Dennis and Kayla White of Lynchburg, Tennessee, had long wanted to start their own business. “I’m a credit analyst, so I work with numbers all day,” Kayla says. “But that is so not me! I think of myself as a creative person, and I love design. When this house came up at auction in October of 2018, we thought it would be a chance for us to launch a venture of our own, and for me to do the work I love.”
The house is a two-storey, 3800-square-foot I-house with Greek Revival influences. It was built in 1858 for Townsend Port Green, a lumber dealer and wealthy landowner. In this handsome manse, he and his wife, Mary Ann Landiss, raised 14 children. The family fortune declined after the Civil War; in the early 1880s, Green sold the house to local whiskey merchant Daniel S. Evans.
Evans put his own permanent mark on the house around 1888, when he hired “plain painter” Fred Swanton to decorate the south parlor with seven landscape scenes.
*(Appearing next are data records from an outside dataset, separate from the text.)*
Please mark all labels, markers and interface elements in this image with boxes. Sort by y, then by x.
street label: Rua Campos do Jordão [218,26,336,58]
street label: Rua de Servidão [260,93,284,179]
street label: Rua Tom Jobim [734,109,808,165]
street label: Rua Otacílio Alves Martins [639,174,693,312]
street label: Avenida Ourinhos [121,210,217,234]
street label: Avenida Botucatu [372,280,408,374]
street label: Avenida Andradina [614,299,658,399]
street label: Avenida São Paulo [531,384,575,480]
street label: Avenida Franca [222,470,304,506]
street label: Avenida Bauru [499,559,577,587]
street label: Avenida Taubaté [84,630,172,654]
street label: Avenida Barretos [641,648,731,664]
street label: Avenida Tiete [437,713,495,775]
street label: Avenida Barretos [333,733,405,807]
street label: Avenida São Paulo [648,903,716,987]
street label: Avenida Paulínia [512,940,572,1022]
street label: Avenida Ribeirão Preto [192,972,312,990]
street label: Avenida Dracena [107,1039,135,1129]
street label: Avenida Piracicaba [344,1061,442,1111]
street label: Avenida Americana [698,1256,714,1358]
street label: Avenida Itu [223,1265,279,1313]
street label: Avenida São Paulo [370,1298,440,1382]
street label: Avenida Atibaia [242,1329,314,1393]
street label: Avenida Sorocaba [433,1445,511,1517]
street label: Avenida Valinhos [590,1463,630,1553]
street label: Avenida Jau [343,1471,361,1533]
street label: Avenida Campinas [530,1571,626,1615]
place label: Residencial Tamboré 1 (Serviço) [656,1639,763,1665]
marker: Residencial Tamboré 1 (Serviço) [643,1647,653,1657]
“The Green–Evans House is a local landmark,” Kayla White says. Still, when the house was on the auction block, the Whites were the only ones to bid on it: “We paid about half of the appraisal value.”
Its true value is considerable: The house is largely intact, with its original exterior, large rooms, and fine woodwork. Kayla and Dennis (he’s an HVAC engineer at a local air-force base) bought the big house to serve as a picturesque venue for small events.
“We didn’t have to do much, structurally … even though the house had once been used as a barn, it had been maintained,” Kayla explains. “In 1990, a previous owner did extensive restoration as he worked to have the house listed on the National Register of Historic Places.” The research required for listing provided the Whites with an invaluable trove of information about its construction, history, and local significance.
According to the National Register application: “The two-storey portico on the west facade is the most prominent Greek Revival feature. However, as was common on folk forms like the I-house, square columns were a vernacular adaptation of classical round columns. Such columns often lacked classical capitals.
“Other Greek Revival characteristics include the narrow line of transom and sidelights incorporated into the elaborate door surround, the pilasters used along the west facade, the six-light sash windows, and window surrounds that are less elaborate than the doorway.”
Making the interior ready for guests was a family event. “My mother and I renovated every room,” Kayla says. “We peeled away a lot of carpeting and scraped off many layers of paint. For the dining room, my grandfather, BillyAllen, made the two 10-foot farmhouse tables from 100-year-old lumber.”
The original dining room in the rear ell had become a kitchen in 1990; the family installed a new kitchen in the space. Kayla, her mother and grandfather spent four months chiseling and scraping blue paint from a shiplap wall. After that, they decided to leave other shiplap kitchen walls painted.
Dennis and Kayla White named the house Promise Manor, celebrating its purpose and the fulfillment of their dream. Since opening in 2019, they’ve hosted more than 80 events, two open houses, and countless photo sessions. With its two-storey columned portico, the exterior is catnip for photographers, as are the stair hall and elegant rooms. Soon Kayla’s mother will open a floral business in the house, serving the events. And Kayla herself may be able to quit her day job.
What’s an I-house?
First identified by researchers in the 1930s as common in Illinois, Indiana, and Iowa (thus the name), the I-house is a vernacular form, not a style, which may be plain or embellished. Essentially, it is a two-storey, single-pile (one room deep) house with a tall, narrow silhouette. The façade is usually symmetrical. It is most prevalent in the Mid-Atlantic and South.